コラム Vol.08    中小企業のねばり


2008年5月

 初夏の心地よい風に潮の香りも漂ってきます。ポートアイランドは、都会の中で四季を感じられる貴重な場所です。

 最近、大変嬉しいことがありました。

  ある知り合いの小さな酒蔵が存続の危機に遭いました。明石近辺はおいしい水と、山田錦の産地でもあり昔から酒造りが盛んです。「灘の酒」とよくいわれますが殆どの方は、東灘方面を想像されます。

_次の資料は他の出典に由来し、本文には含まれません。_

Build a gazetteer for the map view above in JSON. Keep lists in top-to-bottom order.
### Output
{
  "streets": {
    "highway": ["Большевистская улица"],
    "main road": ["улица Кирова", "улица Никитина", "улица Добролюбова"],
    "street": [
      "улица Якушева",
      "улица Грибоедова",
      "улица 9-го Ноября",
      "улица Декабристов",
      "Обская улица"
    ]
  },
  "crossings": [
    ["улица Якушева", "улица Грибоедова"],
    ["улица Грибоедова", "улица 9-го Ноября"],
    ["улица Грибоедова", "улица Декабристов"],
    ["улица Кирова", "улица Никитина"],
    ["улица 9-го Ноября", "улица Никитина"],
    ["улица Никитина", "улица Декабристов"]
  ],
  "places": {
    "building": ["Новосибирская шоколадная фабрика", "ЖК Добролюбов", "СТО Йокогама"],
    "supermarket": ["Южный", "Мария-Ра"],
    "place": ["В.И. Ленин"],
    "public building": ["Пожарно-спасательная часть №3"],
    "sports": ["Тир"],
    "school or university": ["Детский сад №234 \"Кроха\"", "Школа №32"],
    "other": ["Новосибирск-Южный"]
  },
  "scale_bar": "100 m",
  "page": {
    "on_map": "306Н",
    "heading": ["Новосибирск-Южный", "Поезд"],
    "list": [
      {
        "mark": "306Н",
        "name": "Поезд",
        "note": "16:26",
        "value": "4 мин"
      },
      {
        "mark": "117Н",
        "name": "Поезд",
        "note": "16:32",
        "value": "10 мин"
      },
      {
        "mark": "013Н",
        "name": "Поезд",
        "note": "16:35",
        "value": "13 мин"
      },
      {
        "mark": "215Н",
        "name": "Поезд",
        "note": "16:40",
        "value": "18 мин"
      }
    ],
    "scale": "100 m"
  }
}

明石は、それに対して西灘といわれ同じく酒どころなのです。そこに「日本一小さな純米蔵」があります。

 全て兵庫県産山田錦を使った純米無濾過原酒しか造らない、年間醸造量も約100石。無濾過、無添加、無加水で味わいはどれも超辛口、ワインでいうならフルボディ、と評判です。「幻の…」と名のつくものは様々ありますが、文句なしのほんものの味で、しかもめったに手に入らないので幻の酒でもあります。私は、学会でのパーティに使わせてもらったり、ドライブの途中に立ち寄ったりするくらいで特別な関係ではありませんでした。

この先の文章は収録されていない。